Co-owner Jeremy Jourdian, who runs the restaurant alongside his partner Candace Billy, explains that the restaurant joined again after a successful first year.
“Well, we did it last year. Last year was our first opening, and it was pretty awesome. It did really well,” says Jourdian.
Jourdian adds that participation also helps bring attention to the International District. “It’s really just trying to get more awareness to the International District of the cool places we have here,” says Jourdian.
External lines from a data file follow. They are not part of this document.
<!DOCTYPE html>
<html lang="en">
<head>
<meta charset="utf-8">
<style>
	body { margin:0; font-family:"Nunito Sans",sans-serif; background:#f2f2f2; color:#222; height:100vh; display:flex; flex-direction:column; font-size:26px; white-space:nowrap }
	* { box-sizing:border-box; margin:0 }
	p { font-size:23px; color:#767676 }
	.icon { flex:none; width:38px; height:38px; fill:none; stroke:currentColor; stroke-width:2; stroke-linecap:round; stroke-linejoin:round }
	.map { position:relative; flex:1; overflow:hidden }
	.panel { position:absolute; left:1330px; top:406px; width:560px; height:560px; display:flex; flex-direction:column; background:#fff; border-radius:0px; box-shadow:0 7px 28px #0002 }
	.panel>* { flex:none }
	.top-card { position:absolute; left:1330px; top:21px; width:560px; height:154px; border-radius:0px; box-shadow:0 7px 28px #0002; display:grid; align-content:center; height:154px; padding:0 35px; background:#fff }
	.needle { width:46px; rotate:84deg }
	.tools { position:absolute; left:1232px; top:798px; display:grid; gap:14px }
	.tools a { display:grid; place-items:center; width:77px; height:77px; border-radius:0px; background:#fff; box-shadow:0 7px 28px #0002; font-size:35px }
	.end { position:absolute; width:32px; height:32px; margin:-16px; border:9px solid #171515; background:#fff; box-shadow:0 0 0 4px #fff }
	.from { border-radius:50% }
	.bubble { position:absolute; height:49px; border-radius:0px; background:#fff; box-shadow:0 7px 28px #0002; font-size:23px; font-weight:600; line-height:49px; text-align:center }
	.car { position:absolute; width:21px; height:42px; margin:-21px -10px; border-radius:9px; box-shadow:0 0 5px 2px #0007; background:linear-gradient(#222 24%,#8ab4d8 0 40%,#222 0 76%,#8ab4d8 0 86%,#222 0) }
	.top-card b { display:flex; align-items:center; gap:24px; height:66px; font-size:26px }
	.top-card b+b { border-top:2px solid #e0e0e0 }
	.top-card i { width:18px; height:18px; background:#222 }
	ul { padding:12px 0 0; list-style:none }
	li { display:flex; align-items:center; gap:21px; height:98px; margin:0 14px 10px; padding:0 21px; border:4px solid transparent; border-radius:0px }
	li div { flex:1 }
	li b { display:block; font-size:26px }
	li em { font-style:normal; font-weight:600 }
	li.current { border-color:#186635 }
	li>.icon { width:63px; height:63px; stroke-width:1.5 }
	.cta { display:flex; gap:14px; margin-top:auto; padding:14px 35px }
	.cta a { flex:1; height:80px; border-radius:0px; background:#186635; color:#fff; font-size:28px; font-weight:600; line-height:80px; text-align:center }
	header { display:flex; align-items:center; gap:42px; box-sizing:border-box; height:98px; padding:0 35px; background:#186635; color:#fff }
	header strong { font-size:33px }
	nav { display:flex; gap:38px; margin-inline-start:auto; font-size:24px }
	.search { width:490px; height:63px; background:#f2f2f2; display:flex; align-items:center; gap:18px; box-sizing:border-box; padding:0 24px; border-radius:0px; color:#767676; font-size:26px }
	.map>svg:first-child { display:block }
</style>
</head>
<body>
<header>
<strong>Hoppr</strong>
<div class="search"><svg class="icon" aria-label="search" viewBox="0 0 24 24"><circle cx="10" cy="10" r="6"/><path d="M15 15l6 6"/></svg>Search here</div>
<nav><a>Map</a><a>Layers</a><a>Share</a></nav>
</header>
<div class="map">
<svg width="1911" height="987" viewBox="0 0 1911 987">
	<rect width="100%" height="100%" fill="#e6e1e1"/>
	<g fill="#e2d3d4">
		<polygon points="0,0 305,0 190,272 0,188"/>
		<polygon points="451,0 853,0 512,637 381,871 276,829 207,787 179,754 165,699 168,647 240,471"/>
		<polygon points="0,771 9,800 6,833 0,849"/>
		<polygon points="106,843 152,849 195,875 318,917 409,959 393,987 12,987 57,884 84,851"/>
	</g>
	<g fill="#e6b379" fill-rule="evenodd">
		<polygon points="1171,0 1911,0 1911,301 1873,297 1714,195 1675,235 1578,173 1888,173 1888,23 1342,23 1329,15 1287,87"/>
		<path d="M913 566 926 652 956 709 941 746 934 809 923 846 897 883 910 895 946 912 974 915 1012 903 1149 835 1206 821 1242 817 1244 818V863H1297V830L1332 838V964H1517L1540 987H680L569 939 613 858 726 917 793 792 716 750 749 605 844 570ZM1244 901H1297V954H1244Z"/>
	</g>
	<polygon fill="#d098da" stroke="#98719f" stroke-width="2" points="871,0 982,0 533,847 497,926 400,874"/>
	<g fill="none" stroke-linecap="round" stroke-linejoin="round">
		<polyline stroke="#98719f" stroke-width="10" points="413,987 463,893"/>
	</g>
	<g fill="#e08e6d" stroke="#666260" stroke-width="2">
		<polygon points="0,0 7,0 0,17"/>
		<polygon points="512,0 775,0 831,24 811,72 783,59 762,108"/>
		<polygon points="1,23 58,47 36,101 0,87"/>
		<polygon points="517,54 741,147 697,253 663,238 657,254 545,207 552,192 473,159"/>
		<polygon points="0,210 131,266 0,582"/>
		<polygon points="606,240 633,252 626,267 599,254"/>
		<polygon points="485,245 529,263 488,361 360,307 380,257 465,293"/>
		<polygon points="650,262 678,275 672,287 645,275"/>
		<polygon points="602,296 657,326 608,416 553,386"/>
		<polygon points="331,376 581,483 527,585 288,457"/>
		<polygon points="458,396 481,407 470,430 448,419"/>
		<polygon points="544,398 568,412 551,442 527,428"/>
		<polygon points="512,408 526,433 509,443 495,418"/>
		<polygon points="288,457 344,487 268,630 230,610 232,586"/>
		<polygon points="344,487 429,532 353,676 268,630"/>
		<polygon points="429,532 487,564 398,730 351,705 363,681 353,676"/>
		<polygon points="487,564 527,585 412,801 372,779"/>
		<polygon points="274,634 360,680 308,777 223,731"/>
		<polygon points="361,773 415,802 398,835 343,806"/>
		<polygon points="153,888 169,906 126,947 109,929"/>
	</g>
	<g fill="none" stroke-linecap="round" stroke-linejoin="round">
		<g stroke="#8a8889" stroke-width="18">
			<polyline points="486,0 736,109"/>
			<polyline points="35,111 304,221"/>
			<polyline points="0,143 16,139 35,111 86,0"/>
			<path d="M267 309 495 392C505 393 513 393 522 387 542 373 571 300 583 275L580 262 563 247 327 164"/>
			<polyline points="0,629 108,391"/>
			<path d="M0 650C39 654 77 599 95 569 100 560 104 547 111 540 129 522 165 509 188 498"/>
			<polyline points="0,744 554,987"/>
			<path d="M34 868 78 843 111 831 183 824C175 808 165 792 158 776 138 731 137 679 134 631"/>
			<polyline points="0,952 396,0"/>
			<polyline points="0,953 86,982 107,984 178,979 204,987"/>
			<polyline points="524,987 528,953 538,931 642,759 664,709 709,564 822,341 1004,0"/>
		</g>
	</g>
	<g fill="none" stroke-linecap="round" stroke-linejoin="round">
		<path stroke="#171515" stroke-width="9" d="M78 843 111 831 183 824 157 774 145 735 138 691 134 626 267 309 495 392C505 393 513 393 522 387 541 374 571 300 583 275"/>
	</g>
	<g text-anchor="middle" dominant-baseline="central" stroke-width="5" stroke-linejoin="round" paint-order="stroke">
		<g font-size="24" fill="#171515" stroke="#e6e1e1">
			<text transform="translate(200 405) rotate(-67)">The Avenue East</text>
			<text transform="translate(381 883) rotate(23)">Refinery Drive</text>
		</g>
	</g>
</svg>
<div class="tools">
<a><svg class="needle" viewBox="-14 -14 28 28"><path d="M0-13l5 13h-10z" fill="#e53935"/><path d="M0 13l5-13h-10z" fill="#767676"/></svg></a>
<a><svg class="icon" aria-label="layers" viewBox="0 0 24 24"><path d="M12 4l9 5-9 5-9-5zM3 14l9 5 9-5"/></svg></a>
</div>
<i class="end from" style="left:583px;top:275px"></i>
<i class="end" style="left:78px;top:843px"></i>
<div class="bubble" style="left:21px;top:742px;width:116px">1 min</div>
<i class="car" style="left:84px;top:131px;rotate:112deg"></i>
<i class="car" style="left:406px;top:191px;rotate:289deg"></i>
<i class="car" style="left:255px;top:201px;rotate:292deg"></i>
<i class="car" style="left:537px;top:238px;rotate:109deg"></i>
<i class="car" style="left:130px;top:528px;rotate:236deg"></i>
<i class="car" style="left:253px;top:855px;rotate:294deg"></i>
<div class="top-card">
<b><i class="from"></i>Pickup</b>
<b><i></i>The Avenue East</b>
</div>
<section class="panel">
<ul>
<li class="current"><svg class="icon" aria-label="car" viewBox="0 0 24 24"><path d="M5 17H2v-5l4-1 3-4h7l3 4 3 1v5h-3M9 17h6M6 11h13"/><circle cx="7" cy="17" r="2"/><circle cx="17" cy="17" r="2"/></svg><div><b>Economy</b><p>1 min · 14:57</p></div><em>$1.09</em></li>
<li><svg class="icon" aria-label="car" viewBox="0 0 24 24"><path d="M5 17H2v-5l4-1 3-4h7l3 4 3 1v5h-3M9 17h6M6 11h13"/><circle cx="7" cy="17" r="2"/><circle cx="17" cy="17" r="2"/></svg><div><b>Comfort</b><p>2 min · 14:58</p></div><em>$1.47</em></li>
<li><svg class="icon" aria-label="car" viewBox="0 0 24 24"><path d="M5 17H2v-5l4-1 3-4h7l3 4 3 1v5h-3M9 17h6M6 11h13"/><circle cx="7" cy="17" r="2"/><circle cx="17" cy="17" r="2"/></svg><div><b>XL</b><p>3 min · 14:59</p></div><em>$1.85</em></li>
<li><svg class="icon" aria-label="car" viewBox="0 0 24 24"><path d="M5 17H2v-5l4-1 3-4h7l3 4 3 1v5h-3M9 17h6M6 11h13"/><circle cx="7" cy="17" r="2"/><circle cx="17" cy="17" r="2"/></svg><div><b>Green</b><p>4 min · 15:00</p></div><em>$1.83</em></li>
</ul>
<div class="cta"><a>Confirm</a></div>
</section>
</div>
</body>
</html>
Instead of a traditional upscale menu, The Chancla is offering a customizable brunch experience. “What we did is that we kind of give, like, a breakfast spread. You can pick any one of our entrees on the menu and then you also get a choice of a smaller portion of our French toast,” says Jourdian.
Jourdian explains that the restaurant prides itself on quality and inclusivity. “What we lack an ambiance we make up for in our quality of food. Everything’s made in-house, everything’s made fresh, and we’ve been chefs for 20 years.”
Jourdian also emphasizes the variety of options available to diners. “We have a lot of variety that people can choose from. And we have a lot of gluten-free options, vegetarian options,” says Jourdian.
For Wight, that diversity is exactly what makes Restaurant Week special. “What I’m excited about is the variety. We’re really trying to highlight the variety of food you can get in Albuquerque,” says Wight.
As the event continues to grow, organizers hope it will encourage residents to explore new restaurants and support the local dining community. This year, at least 30 local restaurants, all over the Albuquerque area, are participating – from Church Street Cafe in Old Town to Herencia in the Northeast Heights, from Urban Hot Dog in Nob Hill to Bien Shur at Sandia Resort and Casino.

For those looking to take part, Albuquerque Restaurant Week offers an easy way to explore the city’s diverse food scene by visiting participating restaurants and trying their special prix-fixe menus. Diners can find a full list of locations and offerings on the event website (abqrestaurantweek.org) and plan their week around new culinary experiences.